Bucketization turns a continuous variable into a categorical one with a small number of bins. Once bucketized, the variable behaves like any other categorical feature for the purpose of crossing. The advantage over a raw numerical product is that the model can learn distinct weights for each cell in the grid, capturing sharp regional patterns that a smooth product term would average out.

## why feature crosses matter

### enabling nonlinearity in linear models

A [linear model](/wiki/linear_model) computes predictions as a weighted sum of input features. Without feature crosses, it can only represent additive relationships. The effect of feature A is independent of feature B. Many real-world problems violate this assumption. By adding the product A * B as a new feature, the model can capture the interaction effect, which is the contribution that appears only when both A and B take certain values simultaneously.

Consider a fraud detection system. The features `transaction_amount` and `time_of_day` may each be weak predictors of fraud on their own. But a high transaction amount at 3 AM is far more suspicious than the same amount at noon. The crossed feature `transaction_amount * time_of_day` lets a linear model learn this nuance.

### memorization of specific patterns

Feature crosses excel at memorization: learning that a particular combination of inputs maps to a particular output. In recommendation systems, for example, a cross of `user_id x item_id` lets the model memorize which user-item pairs led to clicks. This memorization ability is central to Google's Wide and Deep architecture, discussed later in this article.[1]

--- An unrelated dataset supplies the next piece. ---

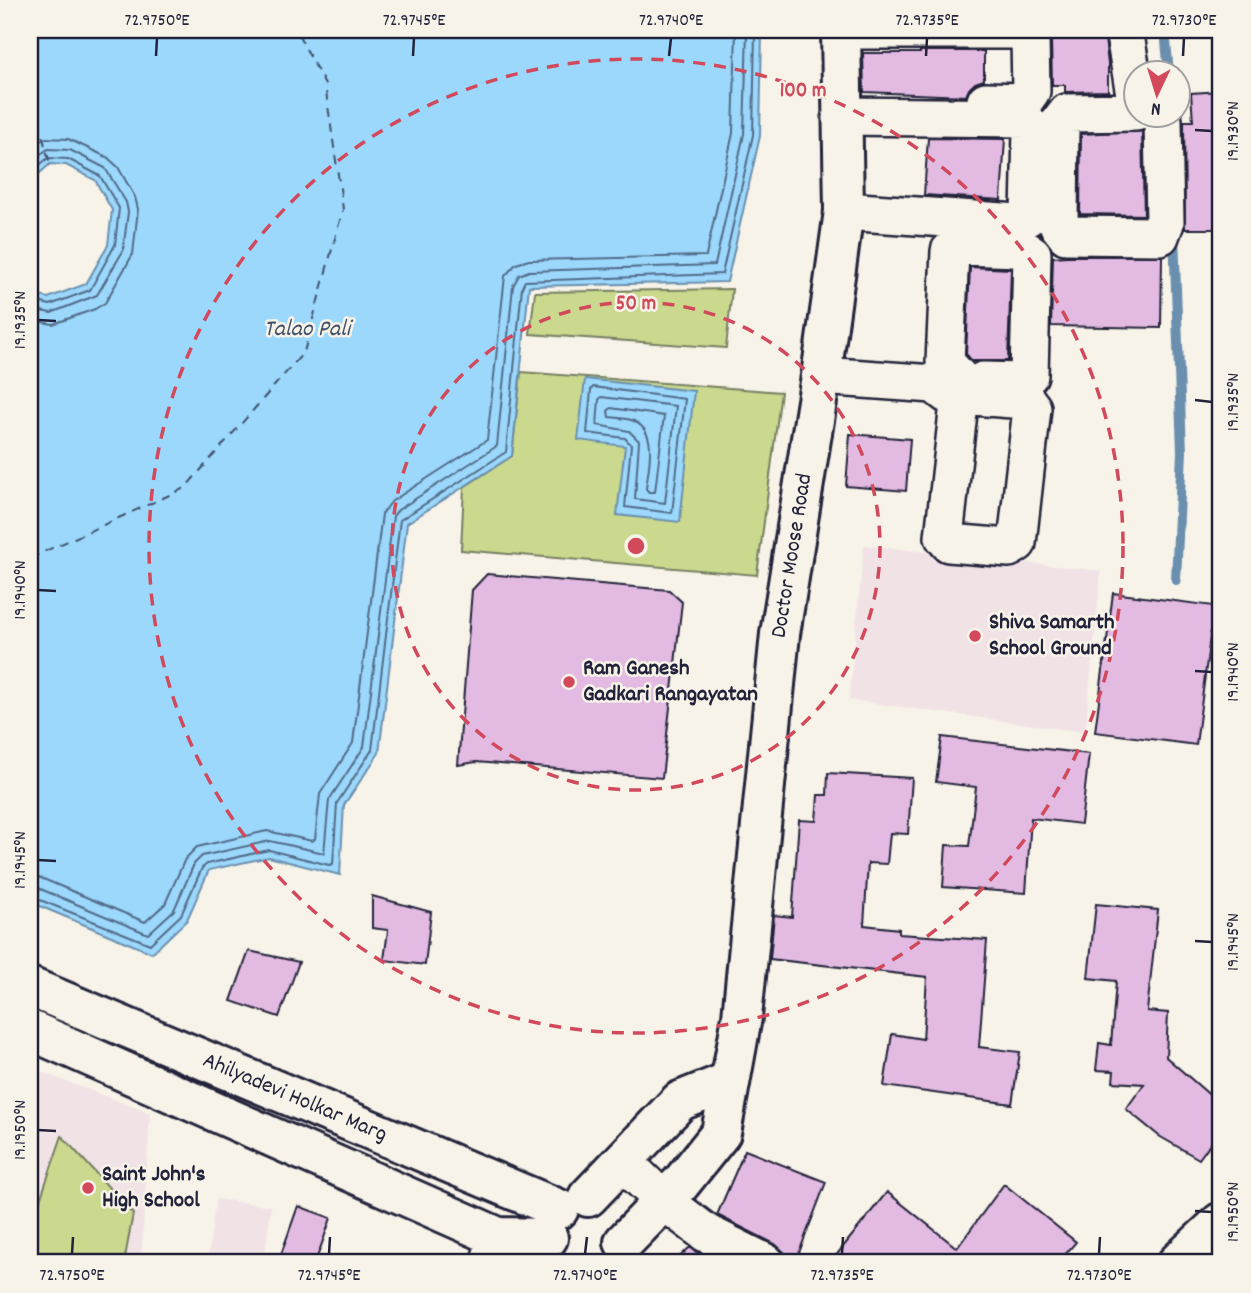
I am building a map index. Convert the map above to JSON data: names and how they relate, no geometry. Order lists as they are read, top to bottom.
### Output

Memorization and generalization are often described as two sides of the same coin in [recommender system](/wiki/recommender_system) design. Memorization captures co-occurrences that have been observed frequently in training data. Generalization extrapolates to combinations that were rare or unseen. Crossed features lean strongly toward memorization, while [embeddings](/wiki/embedding_vector) and dense neural layers lean toward generalization. Production systems usually need both.

### computational simplicity

Compared to deploying a [neural network](/wiki/neural_network) with multiple hidden layers, feature crosses provide interaction modeling at minimal computational cost. They require no gradient-based interaction discovery; the engineer specifies the cross, and the model learns the weights. Training and inference remain fast because the underlying model is still linear, which means a single matrix-vector multiplication at inference time.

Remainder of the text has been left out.